De leden van de CDA-fractie vragen de initiatiefnemers nader in te gaan op de positie
van de Nederlandse Publieke Omroep (NPO), die een uitzonderingspositie heeft in de
Wob. Klopt het dat de werkzaamheden van NPO als bestuursorgaan (in de zin van artikel
1:1, eerste lid Awb) onder de reikwijdte van de Wob zijn gebracht voor zover die werkzaamheden
te maken hebben met programmacoördinatie en zendtijdindeling?

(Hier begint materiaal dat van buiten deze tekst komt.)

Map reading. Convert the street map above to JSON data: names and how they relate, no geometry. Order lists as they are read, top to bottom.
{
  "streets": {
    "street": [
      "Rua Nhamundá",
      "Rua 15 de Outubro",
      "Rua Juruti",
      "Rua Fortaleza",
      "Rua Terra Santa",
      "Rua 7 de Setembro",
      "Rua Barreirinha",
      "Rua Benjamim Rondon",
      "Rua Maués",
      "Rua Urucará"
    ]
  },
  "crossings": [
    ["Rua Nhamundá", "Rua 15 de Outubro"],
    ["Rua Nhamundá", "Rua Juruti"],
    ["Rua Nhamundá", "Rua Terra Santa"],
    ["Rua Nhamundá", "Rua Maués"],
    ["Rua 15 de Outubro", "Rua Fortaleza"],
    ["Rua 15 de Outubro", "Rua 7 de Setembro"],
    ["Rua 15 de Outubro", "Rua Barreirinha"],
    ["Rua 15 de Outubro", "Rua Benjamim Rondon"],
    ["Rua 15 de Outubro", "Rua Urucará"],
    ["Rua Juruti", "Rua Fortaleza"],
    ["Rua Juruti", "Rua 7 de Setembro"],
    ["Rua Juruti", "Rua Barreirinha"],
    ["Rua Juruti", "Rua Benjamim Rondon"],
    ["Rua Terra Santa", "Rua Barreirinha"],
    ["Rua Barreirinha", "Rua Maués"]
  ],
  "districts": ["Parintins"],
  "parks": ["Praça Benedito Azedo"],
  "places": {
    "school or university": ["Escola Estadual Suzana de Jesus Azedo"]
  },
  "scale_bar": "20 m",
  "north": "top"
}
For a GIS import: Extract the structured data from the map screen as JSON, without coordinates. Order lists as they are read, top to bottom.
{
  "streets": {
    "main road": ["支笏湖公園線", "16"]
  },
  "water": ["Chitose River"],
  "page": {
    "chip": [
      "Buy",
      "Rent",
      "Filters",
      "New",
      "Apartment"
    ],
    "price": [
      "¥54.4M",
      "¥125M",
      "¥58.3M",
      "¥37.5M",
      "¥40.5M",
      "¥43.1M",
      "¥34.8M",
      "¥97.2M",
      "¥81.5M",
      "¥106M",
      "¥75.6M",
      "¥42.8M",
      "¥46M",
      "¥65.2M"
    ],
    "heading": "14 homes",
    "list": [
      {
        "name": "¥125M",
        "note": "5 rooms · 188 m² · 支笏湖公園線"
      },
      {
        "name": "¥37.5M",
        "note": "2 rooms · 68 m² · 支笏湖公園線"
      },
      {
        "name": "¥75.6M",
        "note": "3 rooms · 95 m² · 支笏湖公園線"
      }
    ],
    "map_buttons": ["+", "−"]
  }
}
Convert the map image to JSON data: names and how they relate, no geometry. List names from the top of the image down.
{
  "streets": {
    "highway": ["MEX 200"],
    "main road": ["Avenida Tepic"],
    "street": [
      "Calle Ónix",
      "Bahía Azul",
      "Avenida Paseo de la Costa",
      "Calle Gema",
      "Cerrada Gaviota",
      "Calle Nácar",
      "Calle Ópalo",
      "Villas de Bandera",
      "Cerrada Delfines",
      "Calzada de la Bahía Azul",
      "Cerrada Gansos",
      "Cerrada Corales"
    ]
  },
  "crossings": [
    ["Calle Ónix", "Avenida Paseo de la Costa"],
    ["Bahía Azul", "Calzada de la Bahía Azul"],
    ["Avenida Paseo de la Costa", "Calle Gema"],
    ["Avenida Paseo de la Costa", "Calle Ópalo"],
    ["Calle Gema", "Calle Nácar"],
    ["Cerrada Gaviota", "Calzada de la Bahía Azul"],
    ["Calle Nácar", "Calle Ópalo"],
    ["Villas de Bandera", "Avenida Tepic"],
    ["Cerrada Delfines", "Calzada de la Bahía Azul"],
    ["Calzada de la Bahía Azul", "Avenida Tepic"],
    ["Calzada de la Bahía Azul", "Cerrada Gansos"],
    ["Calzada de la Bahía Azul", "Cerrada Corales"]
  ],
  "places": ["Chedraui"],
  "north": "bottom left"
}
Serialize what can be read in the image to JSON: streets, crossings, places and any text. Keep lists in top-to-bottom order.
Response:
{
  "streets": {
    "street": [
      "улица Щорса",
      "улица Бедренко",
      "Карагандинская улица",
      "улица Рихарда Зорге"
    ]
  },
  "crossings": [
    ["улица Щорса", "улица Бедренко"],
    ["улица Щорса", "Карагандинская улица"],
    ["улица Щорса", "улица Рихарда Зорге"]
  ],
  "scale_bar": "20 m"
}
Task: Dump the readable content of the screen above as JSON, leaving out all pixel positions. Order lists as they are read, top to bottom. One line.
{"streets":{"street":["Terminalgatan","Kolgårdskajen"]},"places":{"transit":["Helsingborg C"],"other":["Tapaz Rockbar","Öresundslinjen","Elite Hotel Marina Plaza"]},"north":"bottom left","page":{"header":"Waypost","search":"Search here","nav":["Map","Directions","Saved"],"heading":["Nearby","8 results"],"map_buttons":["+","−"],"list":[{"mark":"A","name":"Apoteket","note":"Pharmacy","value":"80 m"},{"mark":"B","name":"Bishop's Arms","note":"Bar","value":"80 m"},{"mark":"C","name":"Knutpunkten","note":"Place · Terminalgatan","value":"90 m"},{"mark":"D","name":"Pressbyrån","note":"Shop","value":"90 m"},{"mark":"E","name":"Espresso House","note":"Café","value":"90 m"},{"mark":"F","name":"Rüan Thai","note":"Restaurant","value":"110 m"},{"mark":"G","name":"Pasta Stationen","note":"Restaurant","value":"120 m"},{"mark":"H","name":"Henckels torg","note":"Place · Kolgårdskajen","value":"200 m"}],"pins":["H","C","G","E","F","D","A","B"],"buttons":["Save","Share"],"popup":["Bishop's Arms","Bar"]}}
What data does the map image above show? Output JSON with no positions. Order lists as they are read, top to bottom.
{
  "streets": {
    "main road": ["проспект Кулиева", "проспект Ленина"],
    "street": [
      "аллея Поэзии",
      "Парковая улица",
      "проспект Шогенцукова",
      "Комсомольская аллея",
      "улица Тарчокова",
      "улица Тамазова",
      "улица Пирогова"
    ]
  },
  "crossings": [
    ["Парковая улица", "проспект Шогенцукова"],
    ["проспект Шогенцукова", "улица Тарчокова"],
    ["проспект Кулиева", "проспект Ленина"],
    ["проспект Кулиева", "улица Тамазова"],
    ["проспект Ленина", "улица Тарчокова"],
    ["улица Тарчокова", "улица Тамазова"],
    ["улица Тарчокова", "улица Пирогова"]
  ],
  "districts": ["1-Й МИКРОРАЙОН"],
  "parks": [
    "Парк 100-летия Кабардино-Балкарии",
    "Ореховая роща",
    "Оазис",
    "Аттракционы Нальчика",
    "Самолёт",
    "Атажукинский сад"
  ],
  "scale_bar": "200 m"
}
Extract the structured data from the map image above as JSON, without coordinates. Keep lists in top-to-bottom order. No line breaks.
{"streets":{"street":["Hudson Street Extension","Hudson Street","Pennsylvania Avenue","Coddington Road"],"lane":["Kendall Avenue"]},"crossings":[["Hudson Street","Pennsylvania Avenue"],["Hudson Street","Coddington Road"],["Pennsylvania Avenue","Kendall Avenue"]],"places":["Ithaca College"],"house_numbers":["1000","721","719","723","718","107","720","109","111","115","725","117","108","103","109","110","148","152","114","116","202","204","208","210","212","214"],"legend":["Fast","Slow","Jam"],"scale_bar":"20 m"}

De leden van de fractie van D66 vernemen van de initiatiefnemers graag welke wijziging
zij precies beogen met hun voorstel ten aanzien van de behandeling van de NPO. De
aan het woord zijnde leden hechten namelijk groot belang aan de (journalistieke) onafhankelijkheid
van de publieke omroep. Binnen de kaders van adequate verantwoording is daarvoor ook
een zekere mate van distantie nodig om de persvrijheid te beschermen. Deze leden vernemen
graag hoe initiatiefnemers hiernaar kijken en of zij inderdaad met hun voorstel een
wijziging van de behandeling van de NPO in de status quo onder de Wob beogen of dat
dit een onbedoeld neveneffect zou kunnen zijn van hun voorstel.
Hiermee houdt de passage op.